[Stored entries]
== Segment start ==

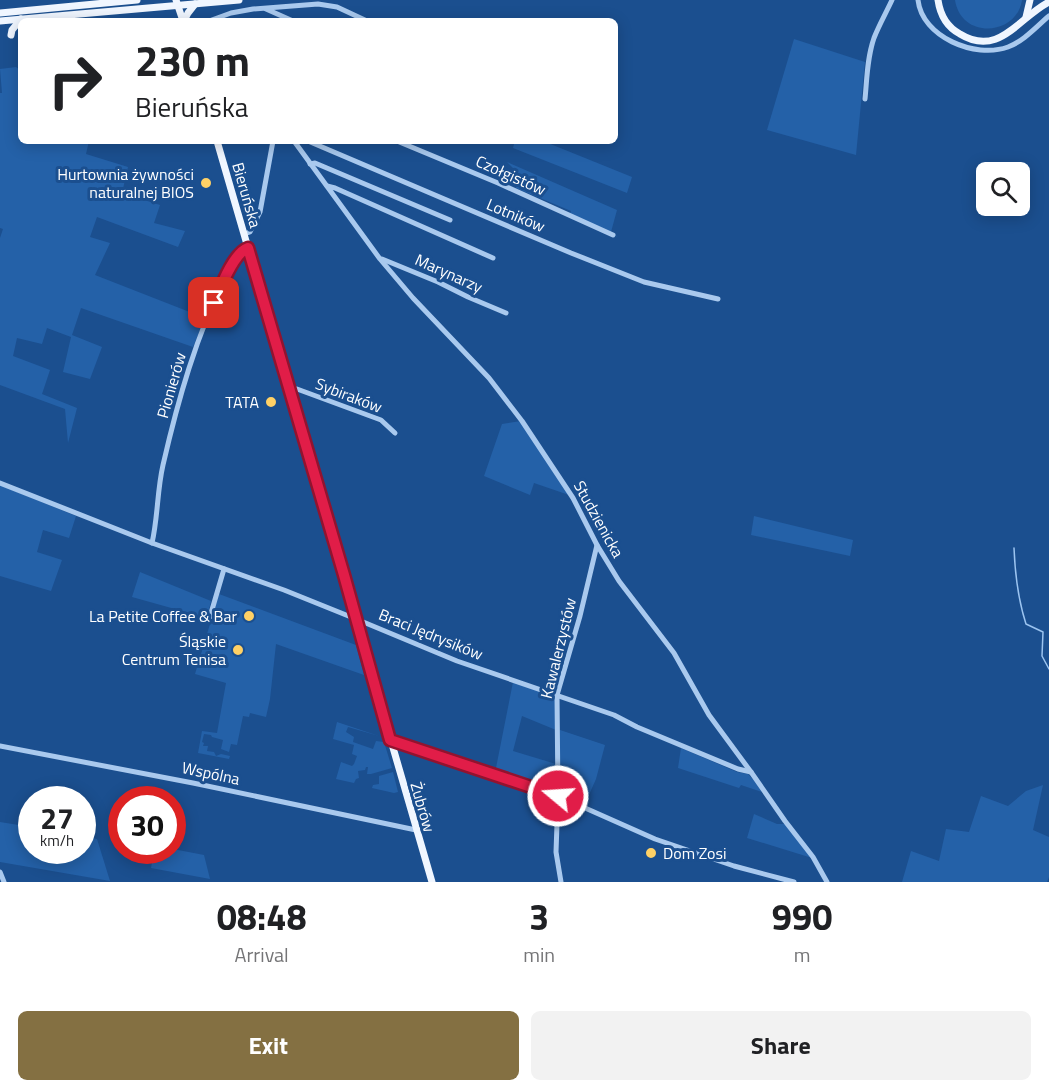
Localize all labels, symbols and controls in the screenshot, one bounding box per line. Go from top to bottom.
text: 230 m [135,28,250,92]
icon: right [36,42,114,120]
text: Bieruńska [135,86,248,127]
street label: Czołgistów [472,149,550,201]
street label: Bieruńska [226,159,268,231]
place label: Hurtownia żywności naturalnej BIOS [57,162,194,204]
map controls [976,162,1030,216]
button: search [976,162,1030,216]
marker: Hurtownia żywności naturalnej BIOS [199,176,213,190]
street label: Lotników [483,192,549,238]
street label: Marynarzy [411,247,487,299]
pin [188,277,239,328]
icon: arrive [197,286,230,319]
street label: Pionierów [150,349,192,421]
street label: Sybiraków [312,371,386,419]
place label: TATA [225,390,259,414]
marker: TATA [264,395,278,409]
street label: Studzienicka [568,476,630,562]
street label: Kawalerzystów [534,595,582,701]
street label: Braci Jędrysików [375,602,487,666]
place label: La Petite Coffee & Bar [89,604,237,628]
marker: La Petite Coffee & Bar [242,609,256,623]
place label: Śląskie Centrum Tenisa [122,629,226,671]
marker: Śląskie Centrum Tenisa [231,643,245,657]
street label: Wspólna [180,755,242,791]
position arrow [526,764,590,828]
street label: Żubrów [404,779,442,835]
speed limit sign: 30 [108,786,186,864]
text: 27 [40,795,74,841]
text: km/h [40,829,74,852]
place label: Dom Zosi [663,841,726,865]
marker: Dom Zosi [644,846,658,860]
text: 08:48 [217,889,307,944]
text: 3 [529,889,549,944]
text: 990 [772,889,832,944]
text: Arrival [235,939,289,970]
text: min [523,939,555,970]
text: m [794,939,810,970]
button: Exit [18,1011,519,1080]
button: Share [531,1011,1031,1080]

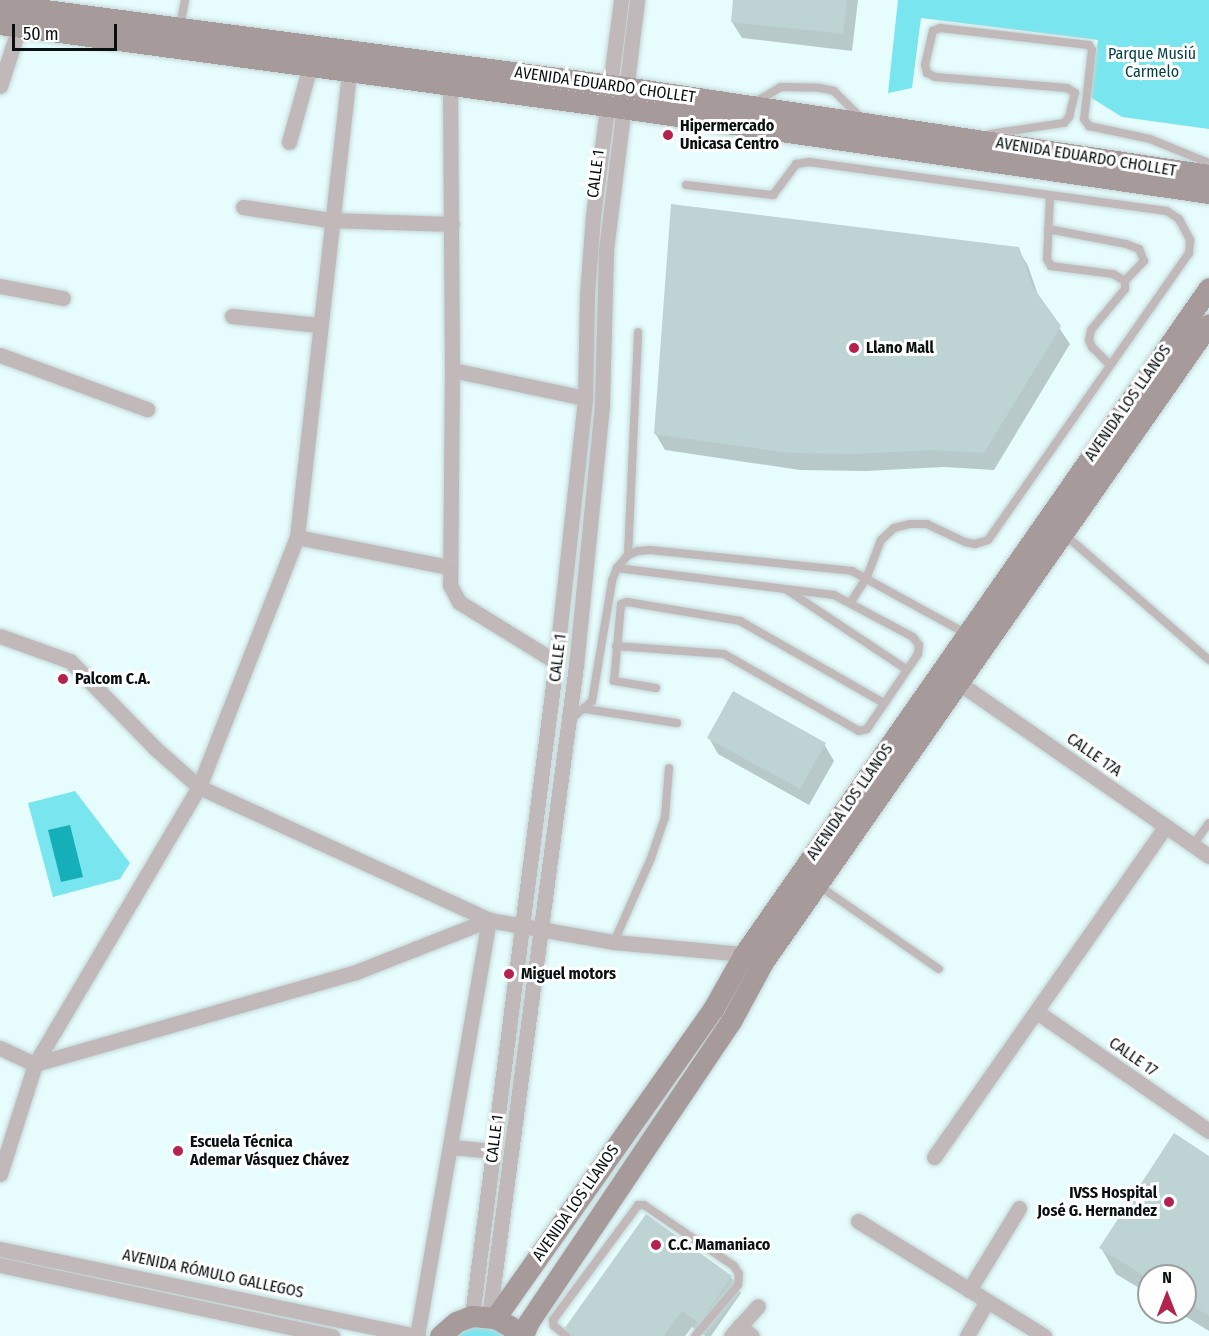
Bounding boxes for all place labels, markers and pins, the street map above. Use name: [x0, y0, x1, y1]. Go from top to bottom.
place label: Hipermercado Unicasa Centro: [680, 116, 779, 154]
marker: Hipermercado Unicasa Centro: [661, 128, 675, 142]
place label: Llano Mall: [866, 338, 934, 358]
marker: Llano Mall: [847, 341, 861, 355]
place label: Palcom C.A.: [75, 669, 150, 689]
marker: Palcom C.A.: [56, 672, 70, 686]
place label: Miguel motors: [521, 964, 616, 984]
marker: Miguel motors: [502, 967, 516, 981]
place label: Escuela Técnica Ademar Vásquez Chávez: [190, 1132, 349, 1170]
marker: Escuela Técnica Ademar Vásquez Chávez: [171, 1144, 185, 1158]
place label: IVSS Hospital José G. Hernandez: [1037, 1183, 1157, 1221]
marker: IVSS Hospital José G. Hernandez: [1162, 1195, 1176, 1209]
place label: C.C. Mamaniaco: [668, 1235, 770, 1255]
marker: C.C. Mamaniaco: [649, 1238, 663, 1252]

== Segment end ==

■ Required action ■
Figure out how many lines above hold "motors", then give that number alone.

■ Solution to this task ■
2